Il y a une continuité entre le patron, l’estancia et ses employés. Non pas forcément une continuité dans le temps qui voudraient que les employés soient particulièrement fidèles à leurs patrons mais une continuité de nature. Ils font partie de la même branche, ils sont dans un même bateau, si dépendants l’un de l’autre. L’intelligence du lien paternaliste travaille à signifier, dans le langage des actes et des façons d’être, une identité de nature entre les deux groupes. Le secret, qu’avait si bien intériorisé Juan Ansola, s’est d’être plus gaucho que le gaucho. Monsieur L. me raconte cette anecdote qui circule de bouche en bouche : un jour des éleveurs de Buenos Aires sont venus pour acheter 7000 têtes de bétail à don Ansola. A l’homme qui leur a ouvert le portail, ils ont donné un pourboire, avant de se rendre compte qu’ils avaient à faire à don Ansola en personne. « Il s’habillait comme un gaucho, souvent il était même pieds nus ». Comme un paon qui fait la roue, le vrai patron est celui qui suscite l’admiration des ses peones parce qu’il rivalise avec eux sur le même terrain. « Si tu sais monter à cheval, continue monsieur L., si tu sais retourner un veau dans l’enclos, tu seras respecté. Si tu sais faire ce qu’ils sont capables de faire, ils t’accorderont l’autorité, c’est ça le secret ». Donner l’illusion donc d’être avec eux sur un plan d’égalité, s’habiller pour le patron, à la mode gauchesque, tout en signifiant, quelque part, qu’il y a une barrière infranchissable.
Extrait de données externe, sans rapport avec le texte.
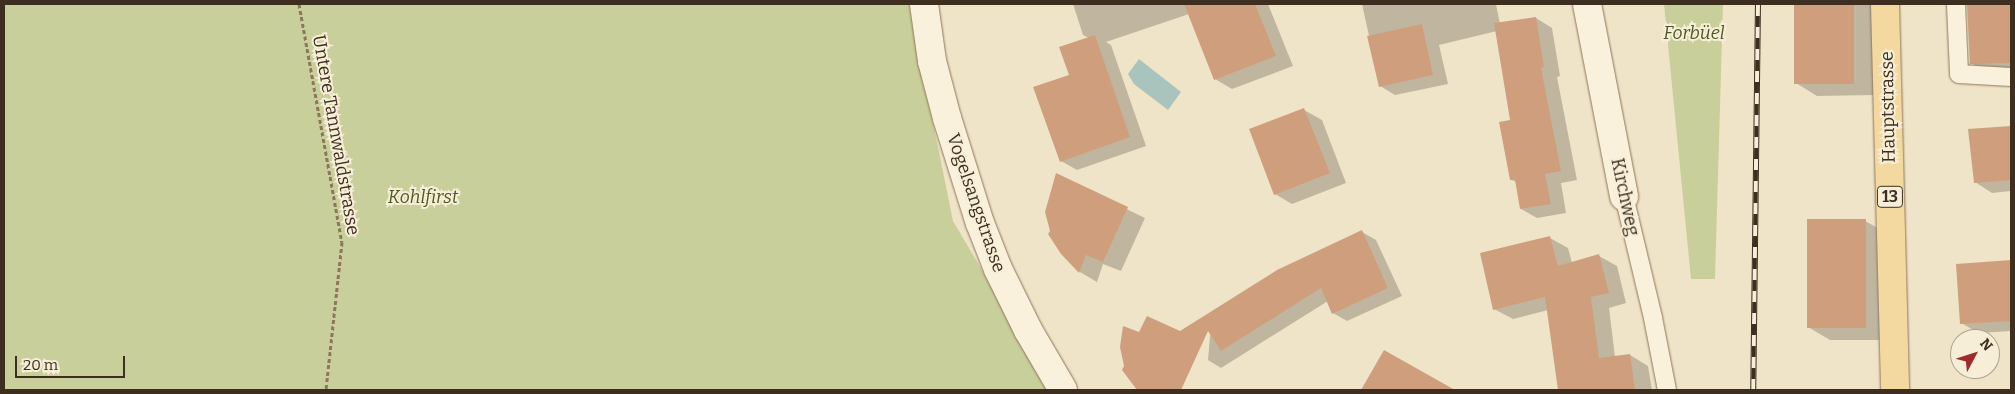 <!DOCTYPE html>
<meta charset="utf-8">
<style>
body{margin:0}
#map{position:relative;width:2015px;height:394px;overflow:hidden;background:#f0e4c8;font-family:Bitter,serif}
div>[style]{position:absolute}
.green>*{inset:0;background:#c9cf9b}
.water>*{inset:0;background:#a9c4bc}
.shadow>*{inset:0;background:#0003}
.building>*{inset:0;background:#cf9f7d}
.path>*{height:3px;margin-top:-1.5px;transform-origin:0;background:repeating-linear-gradient(90deg,#8d765c 0 4px,transparent 0 6.5px)}
.roads{filter:drop-shadow(0 0 1px #8d765c) drop-shadow(0 0 1px #8d765c)}
.lane>*{height:18px;margin:-9px;padding:0 9px;transform-origin:9px;border-radius:9px;background:#faf1dc}
.street>*{height:28px;margin:-14px;padding:0 14px;transform-origin:14px;border-radius:14px;background:#faf1dc}
.secondary>*{height:28px;margin:-14px;padding:0 14px;transform-origin:14px;border-radius:14px;background:#faf1dc}
.primary>*{height:28px;margin:-14px;padding:0 14px;transform-origin:14px;border-radius:14px;background:#f3d9a0}
.rail>*{height:5.5px;margin-top:-2.75px;transform-origin:0;background:repeating-linear-gradient(90deg,#f7eed8 0 11px,#3d2e20 0 22px);box-sizing:border-box;border-block:1px solid #3d2e20}
span{translate:-50% -50%;white-space:nowrap;text-align:center;line-height:1.15;-webkit-text-stroke:4px #f7eed8;paint-order:stroke}
.shield-label span{padding:1px 4px;background:#f7eed8;border:1px solid;border-radius:4px;-webkit-text-stroke-width:0}
.shield-label{font-size:16px;color:#3d2e20;font-weight:700}
.park-label{font-size:18px;color:#4d5a26;font-style:italic}
.street-label{font-size:18px;color:#3d2e20}
.frame{position:absolute;inset:0;border:5px solid #3d2e20;pointer-events:none}
.north{position:absolute;left:1950px;top:329px;width:50px;height:50px;box-sizing:border-box;background:#f7eed8;border:1px solid #ada18e;border-radius:50%;rotate:50deg;font-size:14px;font-weight:700;line-height:20px;text-align:center;color:#3d2e20}
.north::after{content:'';display:block;margin:auto;width:18px;height:22px;background:#9e2a2b;clip-path:polygon(50% 0,100% 100%,50% 72%,0 100%)}
.scale{position:absolute;left:15px;top:356px;width:110px;height:22px;box-sizing:border-box;border:2px solid #3d2e20;border-top:0;padding-left:6px;font-size:15px;line-height:18px;white-space:nowrap;color:#3d2e20;-webkit-text-stroke:4px #f7eed8;paint-order:stroke}
</style>
<div id="map">
<div class="green">
<i style="clip-path:polygon(4px 4px,909px 4px,953px 221px,1053px 390px,4px 390px)"></i>
<i style="clip-path:polygon(1664px 4px,1723px 4px,1715px 279px,1691px 279px)"></i>
</div>
<div class="water">
<i style="clip-path:polygon(1139px 59px,1181px 92px,1168px 110px,1134px 84px,1128px 74px)"></i>
</div>
<div class="shadow">
<i style="clip-path:polygon(1073px 4px,1268px 4px,1293px 66px,1232px 89px,1215px 79px,1189px 14px,1106px 42px,1111px 45px,1146px 146px,1077px 170px,1061px 161px,1070px 75px,1089px 38px,1083px 35px)"></i>
<i style="clip-path:polygon(1362px 4px,1496px 4px,1500px 24px,1536px 18px,1552px 28px,1560px 76px,1557px 77px,1577px 180px,1561px 183px,1566px 213px,1537px 218px,1521px 209px,1516px 182px,1512px 180px,1511px 121px,1497px 31px,1439px 45px,1448px 84px,1395px 95px,1380px 86px)"></i>
<i style="clip-path:polygon(1796px 4px,1875px 4px,1875px 95px,1817px 96px,1796px 83px)"></i>
<i style="clip-path:polygon(1968px 4px,2011px 4px,2011px 75px,1993px 76px,1971px 63px)"></i>
<i style="clip-path:polygon(1304px 110px,1322px 120px,1346px 183px,1292px 204px,1275px 194px)"></i>
<i style="clip-path:polygon(2011px 127px,2011px 191px,1992px 193px,1975px 182px,1970px 130px)"></i>
<i style="clip-path:polygon(1057px 175px,1145px 218px,1121px 271px,1103px 264px,1097px 282px,1080px 272px,1062px 253px,1051px 231px)"></i>
<i style="clip-path:polygon(1865px 221px,1887px 233px,1887px 340px,1830px 340px,1808px 327px)"></i>
<i style="clip-path:polygon(1362px 232px,1376px 240px,1402px 296px,1347px 321px,1333px 313px,1328px 301px,1221px 368px,1208px 360px,1212px 312px)"></i>
<i style="clip-path:polygon(1550px 238px,1568px 248px,1572px 263px,1599px 256px,1617px 266px,1626px 303px,1609px 308px,1615px 357px,1630px 355px,1648px 366px,1652px 390px,1559px 390px,1548px 310px,1513px 319px,1494px 309px)"></i>
<i style="clip-path:polygon(2011px 261px,2011px 331px,1979px 333px,1961px 323px,1958px 265px)"></i>
<i style="clip-path:polygon(1385px 352px,1447px 387px,1445px 390px,1363px 390px)"></i>
<i style="clip-path:polygon(1795px 389px,1836px 390px,1795px 390px)"></i>
</div>
<div class="building">
<i style="clip-path:polygon(1184px 4px,1255px 4px,1276px 56px,1214px 80px)"></i>
<i style="clip-path:polygon(1794px 4px,1854px 4px,1854px 84px,1794px 84px)"></i>
<i style="clip-path:polygon(1967px 4px,2011px 4px,2011px 63px,1970px 64px)"></i>
<i style="clip-path:polygon(1536px 17px,1544px 67px,1541px 68px,1561px 171px,1545px 174px,1551px 204px,1520px 209px,1515px 180px,1510px 180px,1499px 122px,1510px 120px,1494px 23px)"></i>
<i style="clip-path:polygon(1422px 24px,1433px 75px,1379px 87px,1367px 36px)"></i>
<i style="clip-path:polygon(1095px 35px,1130px 137px,1060px 162px,1033px 87px,1069px 75px,1059px 47px)"></i>
<i style="clip-path:polygon(1304px 108px,1330px 173px,1274px 195px,1249px 129px)"></i>
<i style="clip-path:polygon(2011px 126px,2011px 180px,1974px 183px,1968px 129px)"></i>
<i style="clip-path:polygon(1056px 173px,1128px 207px,1103px 262px,1086px 255px,1079px 273px,1061px 254px,1048px 234px,1050px 231px,1045px 212px)"></i>
<i style="clip-path:polygon(1807px 219px,1866px 219px,1866px 328px,1807px 328px)"></i>
<i style="clip-path:polygon(1362px 230px,1388px 288px,1332px 314px,1321px 288px,1221px 351px,1208px 331px,1181px 390px,1137px 390px,1122px 370px,1124px 366px,1120px 347px,1123px 326px,1139px 332px,1147px 316px,1180px 331px,1277px 270px)"></i>
<i style="clip-path:polygon(1550px 236px,1558px 266px,1599px 254px,1609px 293px,1591px 297px,1599px 358px,1630px 354px,1635px 390px,1558px 390px,1545px 297px,1493px 310px,1480px 253px)"></i>
<i style="clip-path:polygon(2011px 260px,2011px 321px,1960px 324px,1956px 264px)"></i>
<i style="clip-path:polygon(1384px 350px,1455px 390px,1361px 390px)"></i>
</div>
<div class="path">
<i style="left:299px;top:4px;width:242px;rotate:79.8deg"></i>
<i style="left:342px;top:242px;width:149px;rotate:96.2deg"></i>
</div>
<div class="roads">
<div class="lane">
<i style="left:1956px;top:4px;width:70px;rotate:87.5deg"></i>
<i style="left:1959px;top:74px;width:52px;rotate:3.3deg"></i>
<i style="left:1624px;top:196px;width:125px;rotate:76.6deg"></i>
<i style="left:1653px;top:318px;width:73px;rotate:79deg"></i>
</div>
<div class="street">
<i style="left:1587px;top:4px;width:196px;rotate:79.1deg"></i>
</div>
<div class="secondary">
<i style="left:924px;top:4px;width:58px;rotate:82deg"></i>
<i style="left:932px;top:61px;width:59px;rotate:75.3deg"></i>
<i style="left:947px;top:118px;width:110px;rotate:72.6deg"></i>
<i style="left:980px;top:223px;width:49px;rotate:68.6deg"></i>
<i style="left:998px;top:269px;width:68px;rotate:63.8deg"></i>
<i style="left:1028px;top:330px;width:69px;rotate:59.7deg"></i>
</div>
<div class="primary">
<i style="left:1885px;top:4px;width:386px;rotate:88.5deg"></i>
</div>
</div>
<div class="rail">
<i style="left:1753px;top:390px;width:386px;rotate:-89.3deg"></i>
</div>
<div class="shield-label">
<span style="left:1890px;top:197px">13</span>
</div>
<div class="park-label">
<span style="left:1694px;top:33px">Forbüel</span>
<span style="left:423px;top:197px">Kohlfirst</span>
</div>
<div class="street-label">
<span style="left:1888px;top:107px;rotate:-91deg">Hauptstrasse</span>
<span style="left:336px;top:135px;rotate:80deg">Untere Tannwaldstrasse</span>
<span style="left:1625px;top:197px;rotate:78deg">Kirchweg</span>
<span style="left:976px;top:203px;rotate:71deg">Vogelsangstrasse</span>
</div>
<div class="frame"></div>
<div class="north">N</div>
<div class="scale">20 m</div>
</div>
L’écart différentiel (Boidin 2004) perçu entre la famille propriétaire et les employés varie selon les circonstances sans jamais pouvoir être dépassé, oublié absolument. La ligne de démarcation qui sépare les deux groupes est un fossé, que la cohabitation dans l’espace restreint, confiné, isolé-désolé de l’estancia, ne peut pas remplir puisque c’est justement ce creux qui assure la stabilité des deux rives. C’est la tension d’être au-dessus du fossé ensemble, tenus par « ce qui a toujours été » qui assure, plus que n’importe quoi la pérennité de la structure. Ils s’aiment littéralement d’un impossible amour qui les fait tenir les uns avec les autres. Chacun sait cette loi, que d’ailleurs énonce un des épisodes de la légende du Gauchito Gil qui raconte comment Antonio Gil a du renoncer à l’amour, réciproque, qu’il portait à la fille de son patron.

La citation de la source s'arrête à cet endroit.